[[ SUPPLIED RECORDS open ]]

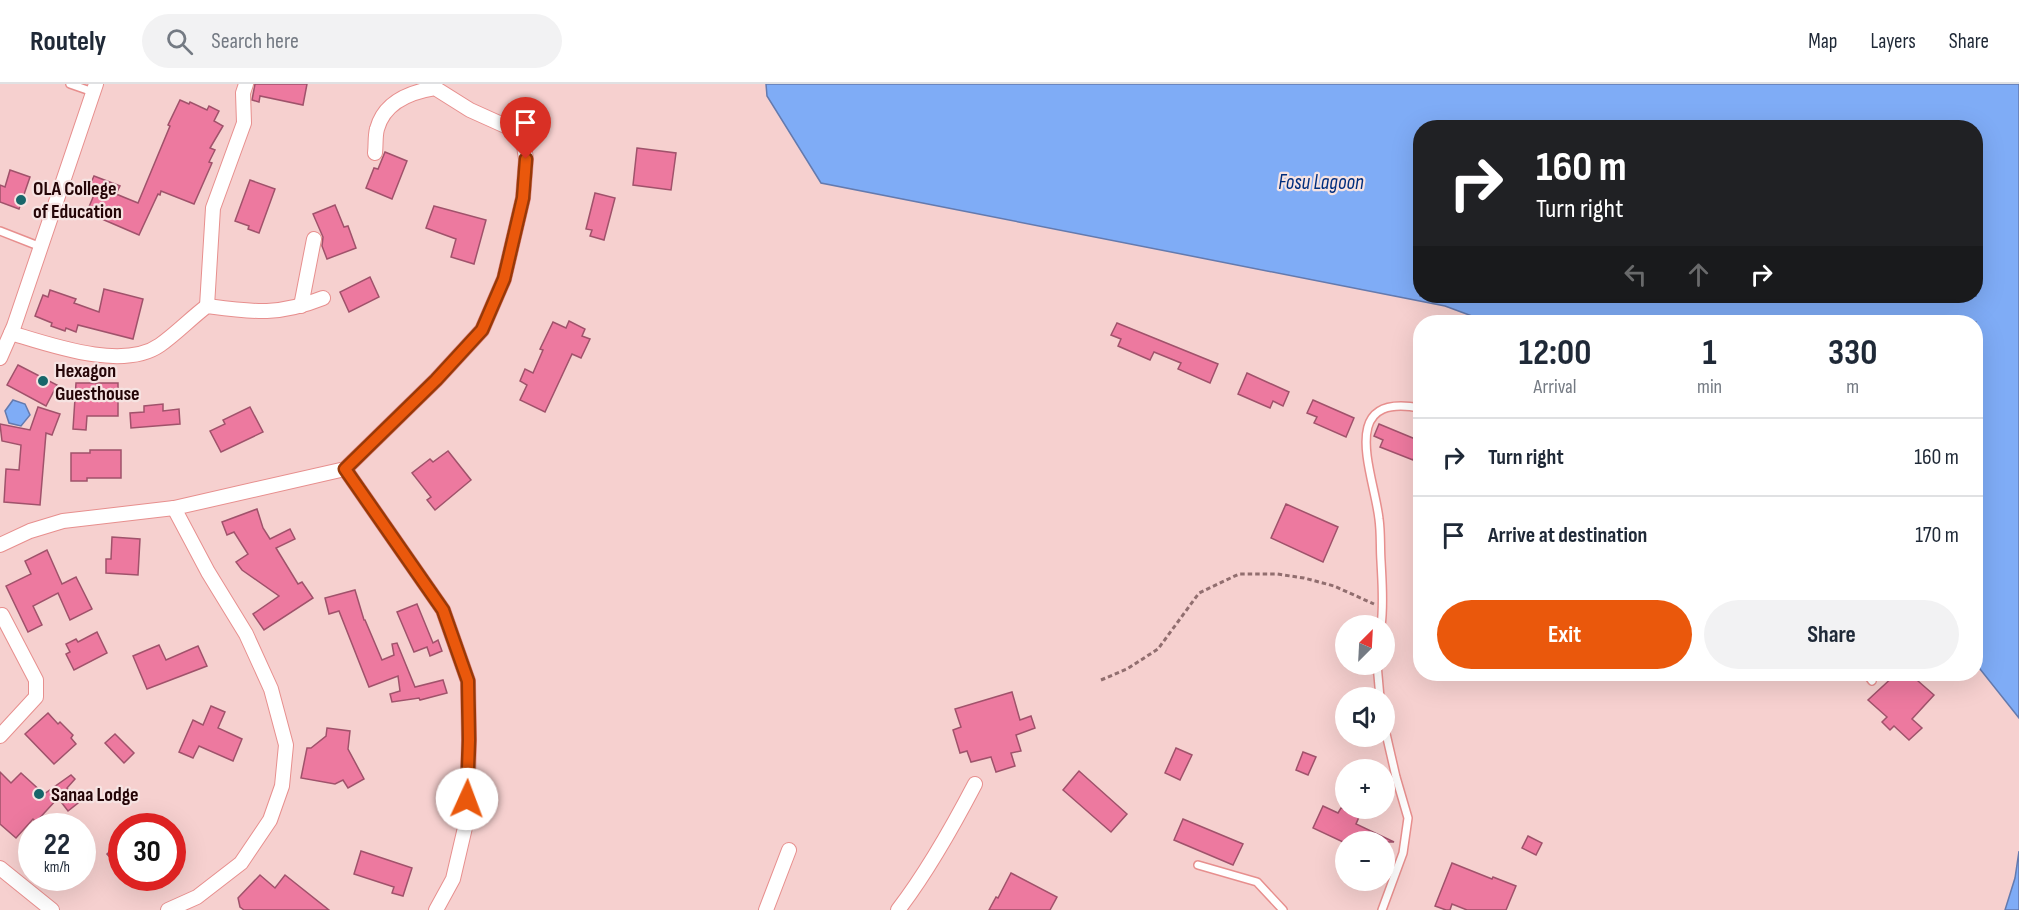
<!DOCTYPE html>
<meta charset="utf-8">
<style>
:root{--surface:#fff;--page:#f2f2f3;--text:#1f2937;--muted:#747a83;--line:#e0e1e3;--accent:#ea580c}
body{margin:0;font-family:"Sofia Sans Condensed",sans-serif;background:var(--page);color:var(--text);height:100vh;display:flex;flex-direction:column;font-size:22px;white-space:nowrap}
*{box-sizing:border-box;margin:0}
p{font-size:20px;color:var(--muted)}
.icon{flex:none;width:33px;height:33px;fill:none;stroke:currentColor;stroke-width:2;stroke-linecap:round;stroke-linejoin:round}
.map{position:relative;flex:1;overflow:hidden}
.drawer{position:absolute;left:1413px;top:231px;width:570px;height:366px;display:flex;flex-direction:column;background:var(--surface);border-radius:24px;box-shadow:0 6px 24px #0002}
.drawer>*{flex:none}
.guide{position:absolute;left:1413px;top:36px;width:570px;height:183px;border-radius:24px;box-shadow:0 6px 24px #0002;background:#202124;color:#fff;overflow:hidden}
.needle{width:39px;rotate:24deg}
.buttons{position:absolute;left:1335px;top:531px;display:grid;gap:12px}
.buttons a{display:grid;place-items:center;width:60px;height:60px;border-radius:50%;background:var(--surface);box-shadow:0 6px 24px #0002;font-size:30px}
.speed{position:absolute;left:18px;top:729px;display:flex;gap:12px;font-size:30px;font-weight:700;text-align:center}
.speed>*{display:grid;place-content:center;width:78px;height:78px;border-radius:50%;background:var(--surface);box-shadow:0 6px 24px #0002;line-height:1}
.speed small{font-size:15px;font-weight:400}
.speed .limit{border:9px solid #d22;background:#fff;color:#111}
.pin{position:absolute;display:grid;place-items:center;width:51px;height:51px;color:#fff;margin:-62px -26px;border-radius:50% 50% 50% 0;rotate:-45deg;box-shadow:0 0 6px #0007}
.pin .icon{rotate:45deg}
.me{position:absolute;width:66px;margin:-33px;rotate:2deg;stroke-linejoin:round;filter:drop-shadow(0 0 4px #0008)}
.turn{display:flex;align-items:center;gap:21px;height:126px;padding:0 24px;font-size:27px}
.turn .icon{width:78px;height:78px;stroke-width:2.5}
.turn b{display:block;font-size:42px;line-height:51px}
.lanes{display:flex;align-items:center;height:57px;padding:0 24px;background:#0003;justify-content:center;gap:30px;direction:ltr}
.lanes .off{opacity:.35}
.eta{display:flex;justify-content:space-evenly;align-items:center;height:102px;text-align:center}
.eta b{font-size:36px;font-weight:700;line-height:42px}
.primary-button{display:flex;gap:12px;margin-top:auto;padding:12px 24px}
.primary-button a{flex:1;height:69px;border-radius:36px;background:var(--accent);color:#fff;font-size:24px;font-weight:700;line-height:69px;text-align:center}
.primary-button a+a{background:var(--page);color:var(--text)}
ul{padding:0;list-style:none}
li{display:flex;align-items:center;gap:18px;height:78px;padding:0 24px;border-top:2px solid var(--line)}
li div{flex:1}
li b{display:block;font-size:22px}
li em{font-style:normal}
header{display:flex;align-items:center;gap:36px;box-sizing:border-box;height:84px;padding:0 30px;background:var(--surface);border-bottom:2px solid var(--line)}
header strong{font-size:28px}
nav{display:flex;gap:33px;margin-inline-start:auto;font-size:21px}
.search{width:420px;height:54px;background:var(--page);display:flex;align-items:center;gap:15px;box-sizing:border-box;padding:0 21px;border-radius:33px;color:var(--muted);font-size:22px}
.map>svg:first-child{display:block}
</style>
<header>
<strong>Routely</strong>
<div class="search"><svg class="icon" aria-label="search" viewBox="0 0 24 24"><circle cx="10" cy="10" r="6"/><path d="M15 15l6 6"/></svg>Search here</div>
<nav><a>Map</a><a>Layers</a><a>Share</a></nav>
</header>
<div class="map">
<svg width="2019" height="826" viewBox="0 0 2019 826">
<rect width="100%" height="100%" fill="#f6d0cf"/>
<g fill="#7facf6" stroke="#647aae" stroke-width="1.5" fill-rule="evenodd">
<path d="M766 0H2019V634L1976 580V238H1488L1445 222 821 99 767 12ZM1420 44H1976V212H1420Z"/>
<path d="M13 316 25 320 30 331 21 342 9 339 5 327Z"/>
<path d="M2019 767V826H2005L2015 794Z"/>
</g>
<g fill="#ed799f" stroke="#a0526b" stroke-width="1.5">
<path d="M255 0H307L303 21 260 12 259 18 252 16Z"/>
<path d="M180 16 189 20 190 18 207 26 209 22 219 27 214 37 223 42 210 64 215 66 209 78 212 79 194 120 161 107 160 111 158 110 139 151 95 132 97 127 89 123 96 106 89 103 94 92 120 102 116 110 138 119 170 42 168 41Z"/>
<path d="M637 64 676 69 671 106 633 101Z"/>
<path d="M385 68 407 77 392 115 366 104 374 84 378 85Z"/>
<path d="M10 86 30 93 19 125 0 118V101L5 103Z"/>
<path d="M250 96 275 105 259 149 248 145 249 142 235 137Z"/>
<path d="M595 109 615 114 604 156 590 152 592 146 586 145Z"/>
<path d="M335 121 344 143 348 142 356 164 327 175 322 162 323 153 313 130Z"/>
<path d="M434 122 486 136 474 180 451 173 456 155 426 144Z"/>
<path d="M370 193 379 213 349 228 340 208Z"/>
<path d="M104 205 143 215 133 255 78 241 76 248 66 244 65 247 51 242 52 239 35 232 43 211 48 213 50 206 76 215 74 219 99 228Z"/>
<path d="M569 237 585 245 582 252 590 255 581 274 572 270 545 328 520 316 527 301 520 297 525 285 533 289 543 266 540 265 553 238 566 244Z"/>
<path d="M1117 239 1218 280 1210 299 1178 285 1181 279 1154 268 1150 276 1118 262 1121 255 1111 251Z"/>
<path d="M18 281 57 301 46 322 7 301Z"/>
<path d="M1247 289 1289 308 1283 322 1273 317 1270 324 1238 310Z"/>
<path d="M76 299H118V332H87L86 346 73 345Z"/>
<path d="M1313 316 1354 334 1346 353 1314 339 1317 333 1307 329Z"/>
<path d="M163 320V327L179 325 180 340 131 344 130 329 144 328V322Z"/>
<path d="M38 323 60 330 52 351 46 349 40 421 4 418 6 385 19 386 21 361 2 357 0 340 30 346Z"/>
<path d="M250 323 263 348 221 368 210 347 225 340 223 336Z"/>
<path d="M1379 340 1420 357 1413 376 1380 363 1383 356 1374 352Z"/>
<path d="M90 366H121V394H87V397H71V369H90Z"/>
<path d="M448 367 471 396 435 426 427 416 431 413 412 389 430 375 433 378Z"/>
<path d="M1286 420 1338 443 1323 478 1271 454Z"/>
<path d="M257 425 263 444 270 455 290 445 295 455 276 464 298 500 302 498 313 514 264 546 253 530 279 512 242 486 236 478 248 470 234 448 227 451 222 438Z"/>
<path d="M112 453 140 455 138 491 106 489V475H111Z"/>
<path d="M47 466 62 500 76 493 92 525 70 536 58 509 33 522 42 541 28 548 6 502 31 490 25 477Z"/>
<path d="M355 506 364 536H365L382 576 394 571 392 560 397 559 415 603 443 596 447 609 420 616 419 614 392 618 390 610 400 607 398 592 369 603 339 527 329 530 325 514Z"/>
<path d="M417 520 433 559 438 556 442 567 430 572 427 563 414 568 397 528Z"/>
<path d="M97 548 107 569 74 586 66 570 70 568 66 560 76 555 78 558Z"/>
<path d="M159 561 166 576 198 562 207 582 147 605 133 572Z"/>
<path d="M1896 590H1910L1934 611 1912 635 1922 644 1909 656 1894 642 1890 646 1882 638 1887 633 1868 616Z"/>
<path d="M1012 608 1020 636 1031 632 1035 644 1016 651 1021 667 1011 669 1015 682 996 688 991 673 971 678 967 667 960 669 953 646 961 643 955 625Z"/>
<path d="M211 622 225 628 218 644 242 655 233 677 199 662 193 674 179 668 193 636 203 641Z"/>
<path d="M48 629 58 640 60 638 73 651 71 654 76 660 54 680 25 650Z"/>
<path d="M327 644 350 647 348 665 364 695 348 704 343 696 335 700 301 694 307 664H311L326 652Z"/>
<path d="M115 650 134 669 124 679 105 659Z"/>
<path d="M1176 664 1192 671 1180 696 1165 689Z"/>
<path d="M1303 668 1316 673 1308 691 1296 686Z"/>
<path d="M1079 687 1127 730 1111 748 1063 706Z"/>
<path d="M0 688 11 699 21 689 44 710 71 691 75 695 67 704 78 719 68 727 58 714 36 738 33 735 16 754 0 740Z"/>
<path d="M1323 722 1338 729 1341 724H1363L1356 740 1394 758H1343L1313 744Z"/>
<path d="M1183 735 1243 760 1233 781 1174 756Z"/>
<path d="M1528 752 1542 759 1536 771 1522 764Z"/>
<path d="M122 756V774L115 779 107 770Z"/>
<path d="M361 767 412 784 403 812 392 809 394 803 354 790Z"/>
<path d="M1452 779 1492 795 1493 793 1516 802 1506 826H1467L1452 820 1450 826H1446L1435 822Z"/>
<path d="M1011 789 1057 813 1050 826H989L996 813 998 814Z"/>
<path d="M260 791 275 804 285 791 329 826H244L240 823 238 814Z"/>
</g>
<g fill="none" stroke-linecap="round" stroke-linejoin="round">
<defs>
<g id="lane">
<path d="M70 0 93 8"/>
<path d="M0 147 41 163"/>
<path d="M1381 542C1384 520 1382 498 1381 477 1380 463 1381 449 1379 435 1374 390 1336 308 1420 324"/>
<path d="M1377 580 1380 614"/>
<path d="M1867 590 1872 597"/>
<path d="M1198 781 1257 798 1283 826"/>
<path d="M1382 826 1403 769 1408 734 1396 693 1384 641"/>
</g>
<g id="street">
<path d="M207 222 213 124 244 39 243 9 246 0"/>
<path d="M301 222 314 155"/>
<path d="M11 249C51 261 123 287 160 261 177 249 191 234 207 222 253 228 278 232 323 214"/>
<path d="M0 274 14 242 96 0"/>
<path d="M345 385 443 526 468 597 469 656 467 735 453 795 436 826"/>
<path d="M0 461 30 447 63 437 174 424 345 385 436 296 482 246 504 195 523 114 526 75 523 55 510 44 470 26 435 4C410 8 384 18 377 45 375 52 376 61 375 69"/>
<path d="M0 652 36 613V596L2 531"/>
<path d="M0 784 52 826"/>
<path d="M168 826 197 813 241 779 270 736 282 702 286 661 271 605 246 550 208 488 174 424"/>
<path d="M766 826 789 766"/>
<path d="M898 826C928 787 952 744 975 700"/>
</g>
</defs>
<use href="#lane" stroke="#e78f8e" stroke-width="10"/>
<use href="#street" stroke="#e78f8e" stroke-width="16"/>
<path stroke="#916e6f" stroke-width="3" stroke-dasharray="4.5 3" stroke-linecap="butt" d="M1101 596 1127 585 1158 565 1199 509 1239 490H1277L1304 494 1334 502 1374 520"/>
<use href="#lane" stroke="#fff" stroke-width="7"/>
<use href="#street" stroke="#fff" stroke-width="14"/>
</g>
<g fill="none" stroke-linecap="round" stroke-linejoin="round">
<defs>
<path id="route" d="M467 715 469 656 468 597 443 526 345 385 436 296 482 246 504 195 523 114 526 75"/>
</defs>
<use href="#route" stroke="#983908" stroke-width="15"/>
<use href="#route" stroke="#ea580c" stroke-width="10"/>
</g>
<g fill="#18666a" stroke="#f6e3e2" stroke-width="2">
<circle cx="21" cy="116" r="6"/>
<circle cx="43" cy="297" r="6"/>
<circle cx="39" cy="710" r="6"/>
</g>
<g text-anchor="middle" stroke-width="4.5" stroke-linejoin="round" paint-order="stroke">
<g font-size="20" font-weight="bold" fill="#240507" stroke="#f6e3e2" text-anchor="start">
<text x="33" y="111">OLA College<tspan x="33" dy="23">of Education</tspan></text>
<text x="55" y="293">Hexagon<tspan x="55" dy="23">Guesthouse</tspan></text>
<text x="51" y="717">Sanaa Lodge</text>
</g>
<g font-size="21" font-style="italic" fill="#002e7d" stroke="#f6e3e2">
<text x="1321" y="105">Fosu Lagoon</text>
</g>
</g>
</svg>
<div class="buttons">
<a><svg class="needle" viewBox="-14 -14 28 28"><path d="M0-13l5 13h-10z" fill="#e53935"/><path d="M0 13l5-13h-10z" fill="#747a83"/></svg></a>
<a><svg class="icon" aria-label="sound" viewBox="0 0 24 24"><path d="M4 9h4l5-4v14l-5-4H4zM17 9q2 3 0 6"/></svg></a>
<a>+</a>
<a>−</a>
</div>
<div class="speed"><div>22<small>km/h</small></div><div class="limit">30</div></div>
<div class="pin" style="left:526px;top:75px;background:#d93025"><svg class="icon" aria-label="arrive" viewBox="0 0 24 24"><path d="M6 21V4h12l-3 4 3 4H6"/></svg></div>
<svg class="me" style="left:467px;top:715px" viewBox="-20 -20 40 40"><circle r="19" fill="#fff"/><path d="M0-13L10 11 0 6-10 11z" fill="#ea580c"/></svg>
<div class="guide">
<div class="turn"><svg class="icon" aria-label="right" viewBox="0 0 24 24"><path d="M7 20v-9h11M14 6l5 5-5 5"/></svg><div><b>160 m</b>Turn right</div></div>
<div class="lanes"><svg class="icon off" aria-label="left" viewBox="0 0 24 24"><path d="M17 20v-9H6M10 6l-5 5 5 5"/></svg><svg class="icon off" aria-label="ahead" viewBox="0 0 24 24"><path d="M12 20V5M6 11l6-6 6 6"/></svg><svg class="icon" aria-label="right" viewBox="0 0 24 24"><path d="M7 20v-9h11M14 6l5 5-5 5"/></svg></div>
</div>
<section class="drawer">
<div class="eta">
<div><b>12:00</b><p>Arrival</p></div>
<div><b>1</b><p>min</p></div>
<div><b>330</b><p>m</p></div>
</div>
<ul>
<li><svg class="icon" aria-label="right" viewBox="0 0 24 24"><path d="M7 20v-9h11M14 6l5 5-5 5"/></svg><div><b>Turn right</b></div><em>160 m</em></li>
<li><svg class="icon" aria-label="arrive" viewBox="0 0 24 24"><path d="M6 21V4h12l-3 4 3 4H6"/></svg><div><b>Arrive at destination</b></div><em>170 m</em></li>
</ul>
<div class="primary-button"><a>Exit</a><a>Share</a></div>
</section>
</div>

[[ SUPPLIED RECORDS closed ]]

◆ **TASK TO CARRY OUT**:
Among the entries, copy every line containing the word "place".

◆ **ANSWER TO THIS EXERCISE**:
.buttons a{display:grid;place-items:center;width:60px;height:60px;border-radius:50%;background:var(--surface);box-shadow:0 6px 24px #0002;font-size:30px}
.speed>*{display:grid;place-content:center;width:78px;height:78px;border-radius:50%;background:var(--surface);box-shadow:0 6px 24px #0002;line-height:1}
.pin{position:absolute;display:grid;place-items:center;width:51px;height:51px;color:#fff;margin:-62px -26px;border-radius:50% 50% 50% 0;rotate:-45deg;box-shadow:0 0 6px #0007}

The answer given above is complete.